Goal of the exercise: Every line in the data below from the one containing "g.lineJoin = 'round';" down to the one containing "const shape = rows", both included, must be retyped exactly; no other line is to appear.

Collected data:
======
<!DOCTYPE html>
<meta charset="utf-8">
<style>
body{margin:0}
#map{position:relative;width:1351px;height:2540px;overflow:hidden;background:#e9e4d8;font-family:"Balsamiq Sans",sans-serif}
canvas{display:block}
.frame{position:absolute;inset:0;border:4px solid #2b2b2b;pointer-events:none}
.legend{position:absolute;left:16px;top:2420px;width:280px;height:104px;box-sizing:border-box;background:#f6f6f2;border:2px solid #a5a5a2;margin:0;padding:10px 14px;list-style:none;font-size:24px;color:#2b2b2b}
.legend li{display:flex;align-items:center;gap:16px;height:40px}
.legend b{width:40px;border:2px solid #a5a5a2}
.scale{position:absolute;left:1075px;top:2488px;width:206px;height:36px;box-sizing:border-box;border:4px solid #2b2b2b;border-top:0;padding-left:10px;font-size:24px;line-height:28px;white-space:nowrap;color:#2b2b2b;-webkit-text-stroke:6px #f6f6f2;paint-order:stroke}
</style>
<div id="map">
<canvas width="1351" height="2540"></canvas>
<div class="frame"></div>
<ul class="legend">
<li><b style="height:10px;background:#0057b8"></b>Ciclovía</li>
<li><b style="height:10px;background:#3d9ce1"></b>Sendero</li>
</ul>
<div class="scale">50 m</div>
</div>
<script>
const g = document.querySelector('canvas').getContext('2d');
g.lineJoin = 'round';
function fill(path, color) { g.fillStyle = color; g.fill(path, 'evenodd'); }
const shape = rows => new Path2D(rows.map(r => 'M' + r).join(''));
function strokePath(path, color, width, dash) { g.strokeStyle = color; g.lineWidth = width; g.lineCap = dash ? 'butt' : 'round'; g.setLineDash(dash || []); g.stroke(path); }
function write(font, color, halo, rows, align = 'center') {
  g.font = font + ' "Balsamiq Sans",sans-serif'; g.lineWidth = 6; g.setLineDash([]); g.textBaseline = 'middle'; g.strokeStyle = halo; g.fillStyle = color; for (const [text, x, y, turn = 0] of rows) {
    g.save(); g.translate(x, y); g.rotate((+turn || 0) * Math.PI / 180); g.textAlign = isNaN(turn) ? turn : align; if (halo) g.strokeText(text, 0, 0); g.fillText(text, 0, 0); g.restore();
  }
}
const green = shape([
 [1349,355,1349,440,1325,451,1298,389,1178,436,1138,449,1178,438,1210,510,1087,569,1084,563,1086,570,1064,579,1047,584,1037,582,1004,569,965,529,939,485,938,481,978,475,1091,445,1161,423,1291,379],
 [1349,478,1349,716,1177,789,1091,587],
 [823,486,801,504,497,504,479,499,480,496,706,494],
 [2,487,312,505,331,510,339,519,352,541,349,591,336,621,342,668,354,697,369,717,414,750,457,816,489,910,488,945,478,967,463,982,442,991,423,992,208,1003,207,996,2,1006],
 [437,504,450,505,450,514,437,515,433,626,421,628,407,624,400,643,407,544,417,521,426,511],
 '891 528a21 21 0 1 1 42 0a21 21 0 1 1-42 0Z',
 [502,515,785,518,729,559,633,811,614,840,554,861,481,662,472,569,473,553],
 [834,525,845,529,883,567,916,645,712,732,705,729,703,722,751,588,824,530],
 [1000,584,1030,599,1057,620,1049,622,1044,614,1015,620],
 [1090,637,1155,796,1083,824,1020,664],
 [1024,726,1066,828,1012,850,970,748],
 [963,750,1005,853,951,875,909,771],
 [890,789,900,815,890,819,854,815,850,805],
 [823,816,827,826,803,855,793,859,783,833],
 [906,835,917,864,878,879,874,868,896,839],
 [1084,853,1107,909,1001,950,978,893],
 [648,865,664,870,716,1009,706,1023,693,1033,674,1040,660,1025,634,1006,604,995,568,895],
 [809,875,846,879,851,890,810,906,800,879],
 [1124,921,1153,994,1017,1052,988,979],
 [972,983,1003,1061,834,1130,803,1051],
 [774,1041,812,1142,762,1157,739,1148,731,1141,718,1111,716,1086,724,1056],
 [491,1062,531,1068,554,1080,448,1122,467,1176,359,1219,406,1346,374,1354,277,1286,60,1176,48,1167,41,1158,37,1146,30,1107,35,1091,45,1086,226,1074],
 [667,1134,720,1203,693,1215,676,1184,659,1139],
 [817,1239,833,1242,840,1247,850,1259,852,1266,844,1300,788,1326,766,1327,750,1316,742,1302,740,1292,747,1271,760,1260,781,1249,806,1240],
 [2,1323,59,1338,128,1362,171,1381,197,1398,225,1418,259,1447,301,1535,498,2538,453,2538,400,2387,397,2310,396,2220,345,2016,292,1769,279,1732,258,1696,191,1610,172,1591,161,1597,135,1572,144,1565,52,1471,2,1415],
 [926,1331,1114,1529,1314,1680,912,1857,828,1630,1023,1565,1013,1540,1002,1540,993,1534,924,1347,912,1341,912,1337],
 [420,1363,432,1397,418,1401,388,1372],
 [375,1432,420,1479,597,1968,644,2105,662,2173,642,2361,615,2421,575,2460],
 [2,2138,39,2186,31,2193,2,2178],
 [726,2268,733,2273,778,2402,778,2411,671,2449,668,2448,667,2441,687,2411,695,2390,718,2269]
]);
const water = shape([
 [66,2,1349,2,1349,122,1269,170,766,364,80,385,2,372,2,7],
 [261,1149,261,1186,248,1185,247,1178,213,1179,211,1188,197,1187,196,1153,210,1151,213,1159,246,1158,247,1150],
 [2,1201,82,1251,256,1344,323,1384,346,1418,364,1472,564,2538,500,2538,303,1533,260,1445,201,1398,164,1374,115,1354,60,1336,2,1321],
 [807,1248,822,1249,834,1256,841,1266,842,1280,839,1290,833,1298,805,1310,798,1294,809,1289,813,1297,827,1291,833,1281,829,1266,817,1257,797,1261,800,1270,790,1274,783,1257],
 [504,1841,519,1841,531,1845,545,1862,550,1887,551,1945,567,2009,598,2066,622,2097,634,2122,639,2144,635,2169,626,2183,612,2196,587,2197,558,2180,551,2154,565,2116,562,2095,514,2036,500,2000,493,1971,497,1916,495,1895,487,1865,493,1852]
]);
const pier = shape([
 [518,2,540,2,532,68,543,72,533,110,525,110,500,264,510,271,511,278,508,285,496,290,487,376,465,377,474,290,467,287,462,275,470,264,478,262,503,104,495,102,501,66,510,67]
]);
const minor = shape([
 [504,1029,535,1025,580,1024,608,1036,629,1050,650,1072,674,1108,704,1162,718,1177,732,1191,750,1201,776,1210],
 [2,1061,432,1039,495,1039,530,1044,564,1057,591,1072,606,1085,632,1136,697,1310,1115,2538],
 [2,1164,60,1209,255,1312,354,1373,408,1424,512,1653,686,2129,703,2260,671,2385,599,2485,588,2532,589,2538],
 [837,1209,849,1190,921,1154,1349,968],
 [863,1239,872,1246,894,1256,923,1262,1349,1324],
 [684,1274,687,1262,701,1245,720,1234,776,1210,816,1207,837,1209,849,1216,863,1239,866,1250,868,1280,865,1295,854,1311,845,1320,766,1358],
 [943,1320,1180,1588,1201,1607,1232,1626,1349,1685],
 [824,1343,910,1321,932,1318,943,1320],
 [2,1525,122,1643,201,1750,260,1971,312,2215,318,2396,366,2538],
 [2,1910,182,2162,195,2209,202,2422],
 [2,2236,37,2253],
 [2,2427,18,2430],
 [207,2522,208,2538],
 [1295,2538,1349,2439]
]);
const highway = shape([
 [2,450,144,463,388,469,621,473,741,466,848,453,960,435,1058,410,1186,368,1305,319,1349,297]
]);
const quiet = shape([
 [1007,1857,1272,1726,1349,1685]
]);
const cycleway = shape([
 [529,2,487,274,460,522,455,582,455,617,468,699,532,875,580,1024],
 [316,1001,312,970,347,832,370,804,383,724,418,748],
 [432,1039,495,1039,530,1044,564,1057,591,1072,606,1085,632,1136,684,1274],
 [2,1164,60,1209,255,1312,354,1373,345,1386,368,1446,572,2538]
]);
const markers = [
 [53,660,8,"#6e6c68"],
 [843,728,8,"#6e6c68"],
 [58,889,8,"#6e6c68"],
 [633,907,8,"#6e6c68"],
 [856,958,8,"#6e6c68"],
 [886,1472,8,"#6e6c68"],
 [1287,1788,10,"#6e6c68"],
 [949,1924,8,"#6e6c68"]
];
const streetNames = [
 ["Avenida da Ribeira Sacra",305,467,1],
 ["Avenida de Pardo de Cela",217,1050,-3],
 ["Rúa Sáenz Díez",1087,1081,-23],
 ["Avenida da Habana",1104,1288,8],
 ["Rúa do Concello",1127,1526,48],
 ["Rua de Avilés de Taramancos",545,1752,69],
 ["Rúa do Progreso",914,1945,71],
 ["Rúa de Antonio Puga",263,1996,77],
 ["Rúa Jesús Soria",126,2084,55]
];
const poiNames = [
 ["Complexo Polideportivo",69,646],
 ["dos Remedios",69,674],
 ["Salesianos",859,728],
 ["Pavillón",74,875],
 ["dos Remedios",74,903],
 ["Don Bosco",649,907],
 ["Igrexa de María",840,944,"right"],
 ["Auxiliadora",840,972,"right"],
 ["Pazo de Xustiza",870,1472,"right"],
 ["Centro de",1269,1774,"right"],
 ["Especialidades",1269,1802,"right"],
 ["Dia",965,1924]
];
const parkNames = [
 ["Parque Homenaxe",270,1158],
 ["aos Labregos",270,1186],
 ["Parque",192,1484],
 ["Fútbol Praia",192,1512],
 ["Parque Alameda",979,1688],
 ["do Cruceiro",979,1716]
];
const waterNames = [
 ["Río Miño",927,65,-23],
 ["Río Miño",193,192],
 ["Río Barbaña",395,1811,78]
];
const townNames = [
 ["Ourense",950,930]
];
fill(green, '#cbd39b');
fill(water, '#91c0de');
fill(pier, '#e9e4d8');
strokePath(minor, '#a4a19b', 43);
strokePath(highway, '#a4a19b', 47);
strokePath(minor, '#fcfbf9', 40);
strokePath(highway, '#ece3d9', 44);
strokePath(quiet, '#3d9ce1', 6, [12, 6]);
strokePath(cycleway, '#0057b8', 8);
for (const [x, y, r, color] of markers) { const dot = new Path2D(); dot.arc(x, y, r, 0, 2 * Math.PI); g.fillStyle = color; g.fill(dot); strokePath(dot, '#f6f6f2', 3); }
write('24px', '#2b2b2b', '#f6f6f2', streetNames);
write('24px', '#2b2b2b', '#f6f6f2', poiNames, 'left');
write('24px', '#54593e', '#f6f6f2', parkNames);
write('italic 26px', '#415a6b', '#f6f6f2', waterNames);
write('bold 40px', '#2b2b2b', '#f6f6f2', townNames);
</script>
======
Solved problem:
g.lineJoin = 'round';
function fill(path, color) { g.fillStyle = color; g.fill(path, 'evenodd'); }
const shape = rows => new Path2D(rows.map(r => 'M' + r).join(''));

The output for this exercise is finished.